Prior to Anderson’s death, he was sentenced to boot camp for stealing his grandmother’s car. Jenkins said standard training establishes guidelines for law enforcement across the state.
“The job of law enforcement is to protect,” Jenkins said. “They should be responsible and know what they are doing.”
According to case investigators, Anderson stopped breathing less than three hours after entering the camp. The officers thought Anderson was faking, so they put five ammonia tablets up to his nose and closed his mouth.
Crump said everyone deserves equal justice under the law.
“The laws don’t favor protecting young people,” Crump said. “Without students, there would be no justice for Martin Lee Anderson.”
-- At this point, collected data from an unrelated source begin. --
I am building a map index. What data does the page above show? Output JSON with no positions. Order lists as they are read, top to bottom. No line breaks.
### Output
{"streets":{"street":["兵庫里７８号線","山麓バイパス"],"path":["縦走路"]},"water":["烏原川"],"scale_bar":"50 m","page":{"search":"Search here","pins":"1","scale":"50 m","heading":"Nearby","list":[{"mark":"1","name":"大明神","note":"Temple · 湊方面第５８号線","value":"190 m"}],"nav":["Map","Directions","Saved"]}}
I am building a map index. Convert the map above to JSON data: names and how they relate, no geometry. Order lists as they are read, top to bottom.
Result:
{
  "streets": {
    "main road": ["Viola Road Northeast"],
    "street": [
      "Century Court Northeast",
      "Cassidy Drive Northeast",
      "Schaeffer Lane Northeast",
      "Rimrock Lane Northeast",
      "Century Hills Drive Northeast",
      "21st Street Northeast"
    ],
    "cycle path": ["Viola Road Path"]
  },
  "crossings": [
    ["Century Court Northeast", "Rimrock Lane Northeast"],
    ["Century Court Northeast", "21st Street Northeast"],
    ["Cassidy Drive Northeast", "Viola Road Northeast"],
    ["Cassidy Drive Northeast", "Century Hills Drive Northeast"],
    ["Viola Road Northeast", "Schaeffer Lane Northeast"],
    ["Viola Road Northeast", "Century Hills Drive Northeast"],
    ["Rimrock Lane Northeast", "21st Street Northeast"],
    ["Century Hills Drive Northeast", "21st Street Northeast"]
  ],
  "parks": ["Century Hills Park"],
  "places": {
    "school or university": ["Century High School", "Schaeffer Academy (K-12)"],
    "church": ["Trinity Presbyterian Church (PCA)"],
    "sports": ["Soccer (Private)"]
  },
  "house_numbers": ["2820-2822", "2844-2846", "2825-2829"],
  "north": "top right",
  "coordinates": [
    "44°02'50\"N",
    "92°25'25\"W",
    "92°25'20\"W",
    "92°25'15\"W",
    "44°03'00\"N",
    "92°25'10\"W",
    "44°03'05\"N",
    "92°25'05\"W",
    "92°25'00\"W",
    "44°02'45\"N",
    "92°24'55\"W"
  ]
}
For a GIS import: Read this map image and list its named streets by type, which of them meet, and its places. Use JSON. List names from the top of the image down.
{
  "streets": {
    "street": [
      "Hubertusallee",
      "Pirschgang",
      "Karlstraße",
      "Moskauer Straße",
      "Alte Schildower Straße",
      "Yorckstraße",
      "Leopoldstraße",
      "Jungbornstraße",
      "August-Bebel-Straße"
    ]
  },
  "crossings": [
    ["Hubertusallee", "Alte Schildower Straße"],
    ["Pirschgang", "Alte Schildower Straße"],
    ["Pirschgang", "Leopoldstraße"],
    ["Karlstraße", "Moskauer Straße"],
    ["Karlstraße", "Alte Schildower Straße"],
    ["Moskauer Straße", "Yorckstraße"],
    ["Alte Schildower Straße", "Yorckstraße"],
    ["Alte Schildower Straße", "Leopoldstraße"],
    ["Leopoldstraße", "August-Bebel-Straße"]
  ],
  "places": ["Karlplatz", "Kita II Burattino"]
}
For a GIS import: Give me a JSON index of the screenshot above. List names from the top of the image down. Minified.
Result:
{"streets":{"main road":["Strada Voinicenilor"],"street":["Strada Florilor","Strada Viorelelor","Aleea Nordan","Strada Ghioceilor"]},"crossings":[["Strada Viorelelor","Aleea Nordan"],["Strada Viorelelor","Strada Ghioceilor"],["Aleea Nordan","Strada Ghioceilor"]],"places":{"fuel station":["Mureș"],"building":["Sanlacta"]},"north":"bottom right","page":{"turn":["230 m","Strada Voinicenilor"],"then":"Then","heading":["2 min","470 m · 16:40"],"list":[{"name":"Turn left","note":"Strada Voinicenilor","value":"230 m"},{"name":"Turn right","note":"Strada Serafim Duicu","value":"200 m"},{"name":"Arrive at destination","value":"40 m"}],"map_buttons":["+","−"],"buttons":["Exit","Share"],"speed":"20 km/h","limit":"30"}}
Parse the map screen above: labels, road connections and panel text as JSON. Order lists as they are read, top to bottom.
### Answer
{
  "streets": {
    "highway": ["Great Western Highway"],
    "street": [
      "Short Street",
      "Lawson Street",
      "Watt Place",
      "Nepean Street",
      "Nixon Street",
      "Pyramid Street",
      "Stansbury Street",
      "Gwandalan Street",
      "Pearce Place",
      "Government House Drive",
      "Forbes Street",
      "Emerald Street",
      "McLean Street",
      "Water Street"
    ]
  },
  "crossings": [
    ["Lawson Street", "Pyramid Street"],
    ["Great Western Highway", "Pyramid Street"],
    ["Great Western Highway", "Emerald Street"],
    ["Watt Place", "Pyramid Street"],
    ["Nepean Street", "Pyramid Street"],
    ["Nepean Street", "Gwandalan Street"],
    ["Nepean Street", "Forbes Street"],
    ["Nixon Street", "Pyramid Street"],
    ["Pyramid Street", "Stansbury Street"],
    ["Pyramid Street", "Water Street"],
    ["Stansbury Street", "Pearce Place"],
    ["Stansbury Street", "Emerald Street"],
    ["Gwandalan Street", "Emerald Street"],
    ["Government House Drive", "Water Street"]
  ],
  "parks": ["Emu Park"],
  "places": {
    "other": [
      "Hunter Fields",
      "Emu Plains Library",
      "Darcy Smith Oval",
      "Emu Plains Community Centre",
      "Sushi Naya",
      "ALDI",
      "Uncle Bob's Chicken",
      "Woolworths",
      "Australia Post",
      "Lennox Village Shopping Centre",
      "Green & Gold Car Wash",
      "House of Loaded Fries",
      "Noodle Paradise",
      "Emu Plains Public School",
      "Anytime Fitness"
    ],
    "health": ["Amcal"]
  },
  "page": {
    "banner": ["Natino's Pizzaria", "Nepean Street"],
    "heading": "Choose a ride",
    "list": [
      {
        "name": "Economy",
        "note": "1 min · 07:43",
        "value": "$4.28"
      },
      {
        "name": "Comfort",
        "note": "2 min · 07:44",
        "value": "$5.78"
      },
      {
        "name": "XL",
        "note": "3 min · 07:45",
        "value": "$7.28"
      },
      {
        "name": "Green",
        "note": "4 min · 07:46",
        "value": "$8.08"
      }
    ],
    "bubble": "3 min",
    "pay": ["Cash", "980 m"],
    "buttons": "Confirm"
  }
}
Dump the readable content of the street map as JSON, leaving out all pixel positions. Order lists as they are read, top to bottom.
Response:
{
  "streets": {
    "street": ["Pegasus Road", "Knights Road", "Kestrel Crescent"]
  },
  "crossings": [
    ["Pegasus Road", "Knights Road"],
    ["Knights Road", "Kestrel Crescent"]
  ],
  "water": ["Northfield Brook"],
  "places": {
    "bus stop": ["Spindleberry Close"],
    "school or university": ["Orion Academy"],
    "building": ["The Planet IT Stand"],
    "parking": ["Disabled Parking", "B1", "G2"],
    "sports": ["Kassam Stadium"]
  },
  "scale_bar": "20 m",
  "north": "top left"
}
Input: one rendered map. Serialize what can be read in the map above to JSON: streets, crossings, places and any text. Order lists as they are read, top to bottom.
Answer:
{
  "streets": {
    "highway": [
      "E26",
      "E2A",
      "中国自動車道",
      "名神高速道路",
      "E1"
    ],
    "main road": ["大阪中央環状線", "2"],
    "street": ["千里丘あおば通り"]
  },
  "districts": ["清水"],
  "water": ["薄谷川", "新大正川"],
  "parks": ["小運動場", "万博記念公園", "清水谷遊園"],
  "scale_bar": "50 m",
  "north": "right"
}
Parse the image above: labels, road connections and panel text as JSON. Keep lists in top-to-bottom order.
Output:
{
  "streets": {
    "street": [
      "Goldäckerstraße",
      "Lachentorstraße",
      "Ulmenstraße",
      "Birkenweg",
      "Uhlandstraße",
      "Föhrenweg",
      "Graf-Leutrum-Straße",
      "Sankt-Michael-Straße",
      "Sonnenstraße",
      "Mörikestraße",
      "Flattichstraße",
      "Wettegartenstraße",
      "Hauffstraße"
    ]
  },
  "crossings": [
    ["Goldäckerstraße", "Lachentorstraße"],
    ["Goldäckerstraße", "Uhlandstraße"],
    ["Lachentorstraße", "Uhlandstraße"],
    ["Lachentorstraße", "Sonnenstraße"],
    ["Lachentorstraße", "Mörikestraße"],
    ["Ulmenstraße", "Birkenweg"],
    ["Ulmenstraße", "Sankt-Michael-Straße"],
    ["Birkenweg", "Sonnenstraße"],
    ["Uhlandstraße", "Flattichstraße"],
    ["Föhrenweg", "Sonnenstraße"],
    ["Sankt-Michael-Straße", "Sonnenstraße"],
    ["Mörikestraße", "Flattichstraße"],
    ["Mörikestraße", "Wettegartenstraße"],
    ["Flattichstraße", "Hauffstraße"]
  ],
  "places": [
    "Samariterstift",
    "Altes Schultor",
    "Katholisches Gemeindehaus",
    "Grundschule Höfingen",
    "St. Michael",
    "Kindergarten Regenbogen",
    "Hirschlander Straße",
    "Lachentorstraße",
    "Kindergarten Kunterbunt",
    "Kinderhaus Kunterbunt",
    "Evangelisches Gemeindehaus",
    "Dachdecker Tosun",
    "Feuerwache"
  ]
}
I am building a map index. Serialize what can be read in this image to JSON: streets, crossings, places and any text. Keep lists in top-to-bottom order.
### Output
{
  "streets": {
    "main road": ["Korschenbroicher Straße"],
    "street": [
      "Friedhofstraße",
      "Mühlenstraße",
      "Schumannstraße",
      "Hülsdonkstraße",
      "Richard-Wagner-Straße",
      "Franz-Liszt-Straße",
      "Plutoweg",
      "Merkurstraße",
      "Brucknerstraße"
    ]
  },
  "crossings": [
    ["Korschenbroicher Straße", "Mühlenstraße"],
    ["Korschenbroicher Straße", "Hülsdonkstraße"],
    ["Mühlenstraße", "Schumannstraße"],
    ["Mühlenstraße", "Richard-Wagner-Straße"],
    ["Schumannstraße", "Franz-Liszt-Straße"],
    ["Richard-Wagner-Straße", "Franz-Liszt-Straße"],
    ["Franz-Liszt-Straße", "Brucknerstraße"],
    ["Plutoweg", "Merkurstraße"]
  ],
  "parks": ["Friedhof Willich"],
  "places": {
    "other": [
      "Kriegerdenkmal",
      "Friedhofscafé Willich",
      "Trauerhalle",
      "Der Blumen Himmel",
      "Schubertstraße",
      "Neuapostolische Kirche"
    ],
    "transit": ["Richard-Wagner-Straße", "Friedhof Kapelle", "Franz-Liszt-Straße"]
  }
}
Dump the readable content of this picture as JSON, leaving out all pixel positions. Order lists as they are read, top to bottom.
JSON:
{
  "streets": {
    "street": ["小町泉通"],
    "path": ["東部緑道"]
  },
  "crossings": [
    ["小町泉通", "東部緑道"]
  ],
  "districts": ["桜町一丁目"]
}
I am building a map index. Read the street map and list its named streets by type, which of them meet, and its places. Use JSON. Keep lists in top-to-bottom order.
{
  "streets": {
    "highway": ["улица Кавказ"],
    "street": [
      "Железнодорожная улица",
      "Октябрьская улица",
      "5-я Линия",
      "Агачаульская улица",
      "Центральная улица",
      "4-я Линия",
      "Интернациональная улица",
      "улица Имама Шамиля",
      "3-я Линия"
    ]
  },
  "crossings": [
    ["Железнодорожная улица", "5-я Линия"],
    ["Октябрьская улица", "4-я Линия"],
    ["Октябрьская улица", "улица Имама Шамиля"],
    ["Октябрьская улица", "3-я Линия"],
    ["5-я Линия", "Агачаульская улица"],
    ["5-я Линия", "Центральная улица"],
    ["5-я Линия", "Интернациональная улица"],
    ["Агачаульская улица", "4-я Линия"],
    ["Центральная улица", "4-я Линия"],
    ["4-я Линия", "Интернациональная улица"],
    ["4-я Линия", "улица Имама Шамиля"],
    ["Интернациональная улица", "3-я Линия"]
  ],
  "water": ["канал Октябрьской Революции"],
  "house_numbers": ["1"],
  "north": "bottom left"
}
Ariel Bedford, 26, a junior chemical engineering student at Florida State University said some students accessed clips of the Anderson tape before it was aired. The clips were posted on social media sites like Facebook and MySpace.
“I was outraged by what happened, so I got involved,” Bedford said.
Crump said proper protocol was not taken in Anderson’s case, which may have led to the jury’s conclusion.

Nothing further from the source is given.